Activity
A copy is needed of each line in the records that has the word "heat".

(Given information begins)

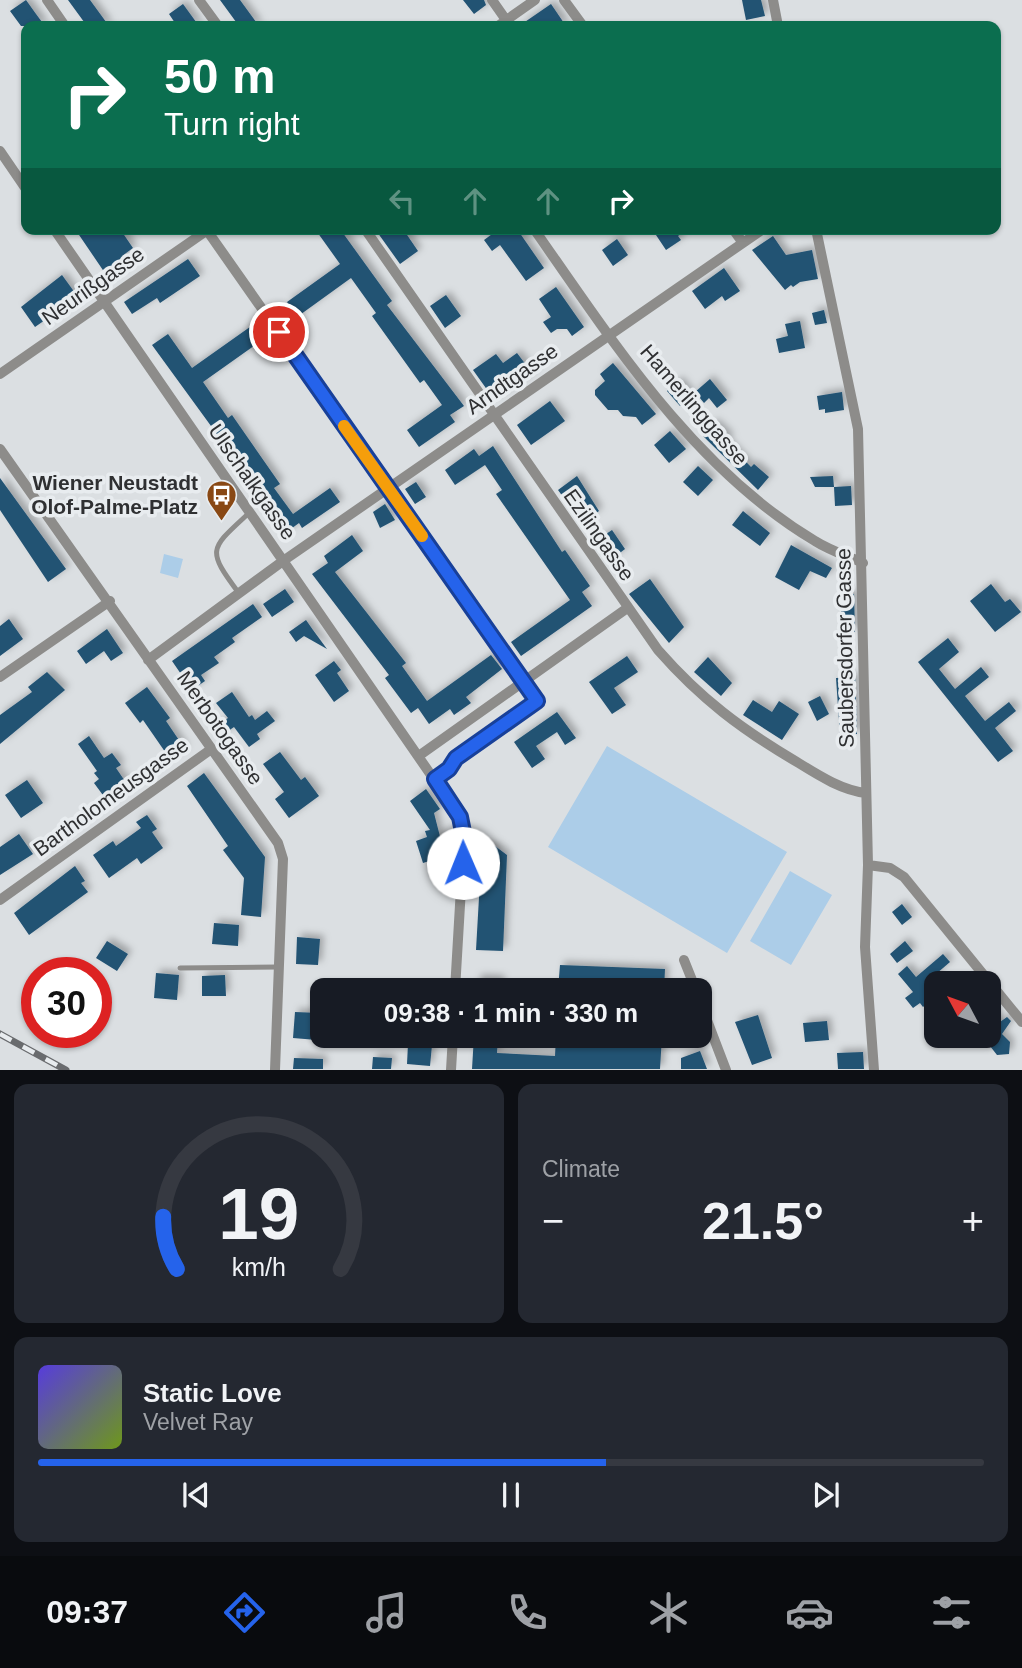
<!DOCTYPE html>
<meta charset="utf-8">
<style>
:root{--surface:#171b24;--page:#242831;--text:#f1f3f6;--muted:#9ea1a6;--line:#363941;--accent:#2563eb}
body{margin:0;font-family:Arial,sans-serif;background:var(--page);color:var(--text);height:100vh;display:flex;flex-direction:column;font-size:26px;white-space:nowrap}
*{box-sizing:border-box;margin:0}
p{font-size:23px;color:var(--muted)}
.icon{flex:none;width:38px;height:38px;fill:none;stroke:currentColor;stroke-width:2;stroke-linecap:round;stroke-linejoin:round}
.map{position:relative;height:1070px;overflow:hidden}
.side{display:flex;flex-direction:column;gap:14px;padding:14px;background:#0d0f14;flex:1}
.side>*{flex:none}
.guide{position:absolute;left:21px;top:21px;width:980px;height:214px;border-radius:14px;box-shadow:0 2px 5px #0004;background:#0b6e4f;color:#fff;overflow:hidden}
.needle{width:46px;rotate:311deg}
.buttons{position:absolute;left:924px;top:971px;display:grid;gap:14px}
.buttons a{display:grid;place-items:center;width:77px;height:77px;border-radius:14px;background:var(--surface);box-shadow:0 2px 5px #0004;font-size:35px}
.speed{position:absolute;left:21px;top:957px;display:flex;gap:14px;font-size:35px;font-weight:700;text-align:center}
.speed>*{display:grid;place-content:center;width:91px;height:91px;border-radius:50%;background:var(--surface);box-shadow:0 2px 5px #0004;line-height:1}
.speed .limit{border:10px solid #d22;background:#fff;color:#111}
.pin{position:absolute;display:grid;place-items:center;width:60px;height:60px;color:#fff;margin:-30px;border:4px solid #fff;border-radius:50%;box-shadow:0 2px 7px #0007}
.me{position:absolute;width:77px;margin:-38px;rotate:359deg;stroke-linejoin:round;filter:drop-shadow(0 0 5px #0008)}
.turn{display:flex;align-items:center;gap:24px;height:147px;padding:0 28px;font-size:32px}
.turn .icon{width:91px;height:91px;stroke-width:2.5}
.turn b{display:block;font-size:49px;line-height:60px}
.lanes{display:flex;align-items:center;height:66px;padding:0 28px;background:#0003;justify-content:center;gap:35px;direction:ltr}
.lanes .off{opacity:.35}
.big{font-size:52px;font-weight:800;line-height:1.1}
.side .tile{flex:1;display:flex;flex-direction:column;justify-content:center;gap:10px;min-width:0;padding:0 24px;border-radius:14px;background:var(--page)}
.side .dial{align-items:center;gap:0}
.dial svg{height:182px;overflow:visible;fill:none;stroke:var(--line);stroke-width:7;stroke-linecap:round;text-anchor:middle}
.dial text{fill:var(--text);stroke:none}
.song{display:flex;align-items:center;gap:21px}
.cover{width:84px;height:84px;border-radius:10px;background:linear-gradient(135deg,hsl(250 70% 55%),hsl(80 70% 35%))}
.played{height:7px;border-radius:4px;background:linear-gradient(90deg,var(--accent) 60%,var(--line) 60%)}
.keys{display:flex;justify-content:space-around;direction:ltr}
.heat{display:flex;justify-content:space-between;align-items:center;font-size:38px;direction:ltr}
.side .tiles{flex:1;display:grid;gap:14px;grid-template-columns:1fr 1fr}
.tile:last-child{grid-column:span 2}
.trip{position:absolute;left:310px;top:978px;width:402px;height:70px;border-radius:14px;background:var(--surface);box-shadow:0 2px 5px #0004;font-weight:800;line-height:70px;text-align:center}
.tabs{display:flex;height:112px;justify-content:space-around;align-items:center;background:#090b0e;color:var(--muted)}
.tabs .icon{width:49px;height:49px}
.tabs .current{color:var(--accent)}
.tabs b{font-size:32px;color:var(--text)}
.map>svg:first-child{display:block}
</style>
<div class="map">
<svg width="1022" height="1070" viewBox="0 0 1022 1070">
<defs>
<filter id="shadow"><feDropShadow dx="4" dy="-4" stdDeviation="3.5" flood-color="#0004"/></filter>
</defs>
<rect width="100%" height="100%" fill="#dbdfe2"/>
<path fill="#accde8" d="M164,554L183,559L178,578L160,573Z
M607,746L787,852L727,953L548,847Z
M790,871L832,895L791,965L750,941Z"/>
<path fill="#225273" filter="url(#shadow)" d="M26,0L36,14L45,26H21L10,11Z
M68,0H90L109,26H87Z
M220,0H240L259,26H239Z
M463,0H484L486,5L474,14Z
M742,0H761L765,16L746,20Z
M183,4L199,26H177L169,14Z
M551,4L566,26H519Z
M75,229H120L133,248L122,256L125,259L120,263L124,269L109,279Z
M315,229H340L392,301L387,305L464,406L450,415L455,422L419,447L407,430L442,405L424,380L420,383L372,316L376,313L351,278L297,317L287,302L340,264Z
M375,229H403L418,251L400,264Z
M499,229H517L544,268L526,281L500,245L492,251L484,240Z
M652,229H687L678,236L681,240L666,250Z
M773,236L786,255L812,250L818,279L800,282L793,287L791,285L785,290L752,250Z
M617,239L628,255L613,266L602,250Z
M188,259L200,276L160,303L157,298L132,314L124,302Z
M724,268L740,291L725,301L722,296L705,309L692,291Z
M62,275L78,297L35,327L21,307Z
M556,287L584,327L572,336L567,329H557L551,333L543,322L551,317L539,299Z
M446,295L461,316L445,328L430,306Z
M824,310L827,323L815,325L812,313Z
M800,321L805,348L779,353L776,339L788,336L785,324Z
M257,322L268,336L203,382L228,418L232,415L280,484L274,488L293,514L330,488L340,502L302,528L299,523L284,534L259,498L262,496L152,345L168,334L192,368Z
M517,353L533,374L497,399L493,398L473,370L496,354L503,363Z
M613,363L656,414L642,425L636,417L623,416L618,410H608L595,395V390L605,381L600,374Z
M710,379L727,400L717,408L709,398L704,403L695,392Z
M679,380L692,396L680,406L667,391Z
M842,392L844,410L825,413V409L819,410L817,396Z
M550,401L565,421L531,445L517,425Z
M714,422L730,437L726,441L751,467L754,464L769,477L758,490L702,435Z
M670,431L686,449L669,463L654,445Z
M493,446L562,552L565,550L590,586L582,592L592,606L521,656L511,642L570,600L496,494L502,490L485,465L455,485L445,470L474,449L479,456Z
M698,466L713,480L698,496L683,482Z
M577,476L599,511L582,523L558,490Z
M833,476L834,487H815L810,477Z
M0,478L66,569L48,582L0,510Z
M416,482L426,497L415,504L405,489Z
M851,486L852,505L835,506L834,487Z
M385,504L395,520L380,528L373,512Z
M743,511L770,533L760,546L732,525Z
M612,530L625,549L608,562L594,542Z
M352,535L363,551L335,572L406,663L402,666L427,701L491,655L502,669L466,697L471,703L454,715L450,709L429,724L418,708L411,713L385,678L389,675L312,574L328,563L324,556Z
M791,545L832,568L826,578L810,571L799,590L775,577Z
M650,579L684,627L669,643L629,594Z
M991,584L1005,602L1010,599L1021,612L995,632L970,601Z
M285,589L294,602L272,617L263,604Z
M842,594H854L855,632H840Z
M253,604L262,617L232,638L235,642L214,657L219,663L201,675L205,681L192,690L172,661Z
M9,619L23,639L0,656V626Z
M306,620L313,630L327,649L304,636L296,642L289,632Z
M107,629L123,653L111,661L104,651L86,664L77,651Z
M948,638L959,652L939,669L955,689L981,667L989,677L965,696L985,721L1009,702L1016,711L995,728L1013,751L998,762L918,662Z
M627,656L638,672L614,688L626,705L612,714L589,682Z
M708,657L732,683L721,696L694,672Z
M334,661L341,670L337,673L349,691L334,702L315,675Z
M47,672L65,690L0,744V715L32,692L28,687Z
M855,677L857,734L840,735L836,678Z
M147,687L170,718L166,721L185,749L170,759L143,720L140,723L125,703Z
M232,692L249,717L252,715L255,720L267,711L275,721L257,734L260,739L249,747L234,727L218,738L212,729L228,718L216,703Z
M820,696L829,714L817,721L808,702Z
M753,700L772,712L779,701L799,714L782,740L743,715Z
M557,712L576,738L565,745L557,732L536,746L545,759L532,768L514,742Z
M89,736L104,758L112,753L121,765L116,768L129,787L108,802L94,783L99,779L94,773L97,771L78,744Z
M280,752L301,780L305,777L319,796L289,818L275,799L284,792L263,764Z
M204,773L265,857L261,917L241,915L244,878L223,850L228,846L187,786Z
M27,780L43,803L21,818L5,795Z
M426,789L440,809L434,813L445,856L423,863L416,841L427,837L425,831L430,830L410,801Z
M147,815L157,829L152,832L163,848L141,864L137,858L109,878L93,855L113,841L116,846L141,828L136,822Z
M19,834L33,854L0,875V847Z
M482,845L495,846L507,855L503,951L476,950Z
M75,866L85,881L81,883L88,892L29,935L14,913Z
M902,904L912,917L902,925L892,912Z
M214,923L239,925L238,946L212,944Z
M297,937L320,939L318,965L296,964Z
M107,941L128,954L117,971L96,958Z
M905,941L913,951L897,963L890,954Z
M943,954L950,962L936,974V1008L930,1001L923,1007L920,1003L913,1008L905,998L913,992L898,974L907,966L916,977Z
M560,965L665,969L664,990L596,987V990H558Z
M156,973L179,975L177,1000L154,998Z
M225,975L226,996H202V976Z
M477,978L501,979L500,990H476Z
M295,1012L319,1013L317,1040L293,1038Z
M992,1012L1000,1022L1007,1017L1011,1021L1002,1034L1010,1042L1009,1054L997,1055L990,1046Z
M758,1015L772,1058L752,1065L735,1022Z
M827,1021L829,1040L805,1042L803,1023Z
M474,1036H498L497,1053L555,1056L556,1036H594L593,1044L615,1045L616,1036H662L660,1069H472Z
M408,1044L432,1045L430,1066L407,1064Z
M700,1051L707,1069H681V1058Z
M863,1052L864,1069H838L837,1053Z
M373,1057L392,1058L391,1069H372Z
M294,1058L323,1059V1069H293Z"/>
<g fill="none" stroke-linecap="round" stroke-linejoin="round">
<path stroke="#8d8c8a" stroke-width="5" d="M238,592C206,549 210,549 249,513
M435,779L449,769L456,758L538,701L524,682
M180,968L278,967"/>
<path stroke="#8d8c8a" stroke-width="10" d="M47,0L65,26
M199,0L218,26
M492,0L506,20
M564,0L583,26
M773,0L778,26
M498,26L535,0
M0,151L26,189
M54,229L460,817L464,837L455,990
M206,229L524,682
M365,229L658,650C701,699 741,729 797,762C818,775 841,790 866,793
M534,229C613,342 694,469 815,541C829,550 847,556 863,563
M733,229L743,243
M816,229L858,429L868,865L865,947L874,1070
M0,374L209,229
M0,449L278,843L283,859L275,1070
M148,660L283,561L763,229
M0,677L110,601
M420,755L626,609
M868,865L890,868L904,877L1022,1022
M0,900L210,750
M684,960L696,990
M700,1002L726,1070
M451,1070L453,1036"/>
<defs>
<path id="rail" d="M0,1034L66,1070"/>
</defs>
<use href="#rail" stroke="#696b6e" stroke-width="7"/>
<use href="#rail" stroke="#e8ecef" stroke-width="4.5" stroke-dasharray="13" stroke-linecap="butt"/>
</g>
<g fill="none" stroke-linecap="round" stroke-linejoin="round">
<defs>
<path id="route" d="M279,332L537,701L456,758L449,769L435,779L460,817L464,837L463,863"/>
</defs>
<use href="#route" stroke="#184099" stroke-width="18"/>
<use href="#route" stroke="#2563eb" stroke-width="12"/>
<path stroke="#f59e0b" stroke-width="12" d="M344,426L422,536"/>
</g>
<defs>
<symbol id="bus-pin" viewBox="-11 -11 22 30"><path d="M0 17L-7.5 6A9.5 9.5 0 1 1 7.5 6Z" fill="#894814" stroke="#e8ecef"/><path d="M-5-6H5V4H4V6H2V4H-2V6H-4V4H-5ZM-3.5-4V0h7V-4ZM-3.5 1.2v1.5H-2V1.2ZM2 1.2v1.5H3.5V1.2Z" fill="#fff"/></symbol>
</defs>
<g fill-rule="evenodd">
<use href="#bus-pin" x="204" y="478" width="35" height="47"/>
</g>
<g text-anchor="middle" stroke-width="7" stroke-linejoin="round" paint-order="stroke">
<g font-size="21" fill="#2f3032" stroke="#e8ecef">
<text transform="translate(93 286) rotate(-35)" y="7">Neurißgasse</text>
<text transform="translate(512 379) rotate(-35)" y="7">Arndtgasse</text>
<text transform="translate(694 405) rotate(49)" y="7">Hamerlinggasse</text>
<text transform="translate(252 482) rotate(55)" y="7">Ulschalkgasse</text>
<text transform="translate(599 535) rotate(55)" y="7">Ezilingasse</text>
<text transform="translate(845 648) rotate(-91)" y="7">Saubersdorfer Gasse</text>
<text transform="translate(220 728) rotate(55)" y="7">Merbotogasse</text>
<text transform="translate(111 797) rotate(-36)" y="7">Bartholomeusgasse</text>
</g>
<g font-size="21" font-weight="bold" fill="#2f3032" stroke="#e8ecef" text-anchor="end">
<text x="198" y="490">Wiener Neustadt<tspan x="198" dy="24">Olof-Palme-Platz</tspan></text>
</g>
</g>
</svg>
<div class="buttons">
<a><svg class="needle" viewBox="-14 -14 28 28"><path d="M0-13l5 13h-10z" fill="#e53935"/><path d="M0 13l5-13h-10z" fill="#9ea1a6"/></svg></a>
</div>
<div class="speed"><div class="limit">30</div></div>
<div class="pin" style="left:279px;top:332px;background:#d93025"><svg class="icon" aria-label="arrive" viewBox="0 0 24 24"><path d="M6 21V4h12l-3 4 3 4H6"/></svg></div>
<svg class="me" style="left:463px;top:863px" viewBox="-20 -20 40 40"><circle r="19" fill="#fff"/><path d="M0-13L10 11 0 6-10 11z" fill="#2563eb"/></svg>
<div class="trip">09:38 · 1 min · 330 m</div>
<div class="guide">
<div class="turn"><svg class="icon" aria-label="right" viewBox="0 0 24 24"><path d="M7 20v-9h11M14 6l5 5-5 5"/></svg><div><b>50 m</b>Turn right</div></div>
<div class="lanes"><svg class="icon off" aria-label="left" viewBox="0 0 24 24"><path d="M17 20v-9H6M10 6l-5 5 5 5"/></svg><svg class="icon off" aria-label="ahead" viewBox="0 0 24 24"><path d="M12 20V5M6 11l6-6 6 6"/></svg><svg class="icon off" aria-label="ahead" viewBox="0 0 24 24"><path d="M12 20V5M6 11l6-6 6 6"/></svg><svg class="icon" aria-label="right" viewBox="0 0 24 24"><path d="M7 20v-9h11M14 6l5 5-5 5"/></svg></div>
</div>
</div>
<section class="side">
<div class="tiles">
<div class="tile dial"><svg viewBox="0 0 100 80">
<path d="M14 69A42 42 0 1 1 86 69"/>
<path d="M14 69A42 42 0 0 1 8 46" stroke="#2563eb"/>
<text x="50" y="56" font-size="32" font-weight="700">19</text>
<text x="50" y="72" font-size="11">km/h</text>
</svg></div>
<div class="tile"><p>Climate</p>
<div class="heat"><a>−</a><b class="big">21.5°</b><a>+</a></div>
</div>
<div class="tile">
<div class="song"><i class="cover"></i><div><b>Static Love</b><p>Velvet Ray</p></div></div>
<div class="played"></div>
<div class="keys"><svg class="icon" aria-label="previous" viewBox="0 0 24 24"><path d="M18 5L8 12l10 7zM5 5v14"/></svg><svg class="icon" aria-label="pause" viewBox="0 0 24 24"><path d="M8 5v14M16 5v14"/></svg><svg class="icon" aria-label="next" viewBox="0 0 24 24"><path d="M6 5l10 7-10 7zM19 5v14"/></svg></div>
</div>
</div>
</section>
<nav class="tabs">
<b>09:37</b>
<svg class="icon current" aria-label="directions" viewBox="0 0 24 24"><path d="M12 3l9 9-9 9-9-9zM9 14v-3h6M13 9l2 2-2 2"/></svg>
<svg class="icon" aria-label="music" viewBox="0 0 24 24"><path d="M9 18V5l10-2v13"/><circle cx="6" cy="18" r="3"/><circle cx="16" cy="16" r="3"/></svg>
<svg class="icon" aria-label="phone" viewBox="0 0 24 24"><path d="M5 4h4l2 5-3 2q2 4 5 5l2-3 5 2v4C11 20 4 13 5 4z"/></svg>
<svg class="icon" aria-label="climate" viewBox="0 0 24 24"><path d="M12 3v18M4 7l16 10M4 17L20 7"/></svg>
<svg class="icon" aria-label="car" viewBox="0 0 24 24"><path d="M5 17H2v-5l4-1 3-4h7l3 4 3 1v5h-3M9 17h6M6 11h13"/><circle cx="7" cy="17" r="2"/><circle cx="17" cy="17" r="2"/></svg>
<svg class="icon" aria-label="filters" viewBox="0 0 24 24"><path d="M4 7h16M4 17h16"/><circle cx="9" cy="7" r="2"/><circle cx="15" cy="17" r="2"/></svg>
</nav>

(Given information ends)

Solution for this problem
.heat{display:flex;justify-content:space-between;align-items:center;font-size:38px;direction:ltr}
<div class="heat"><a>−</a><b class="big">21.5°</b><a>+</a></div>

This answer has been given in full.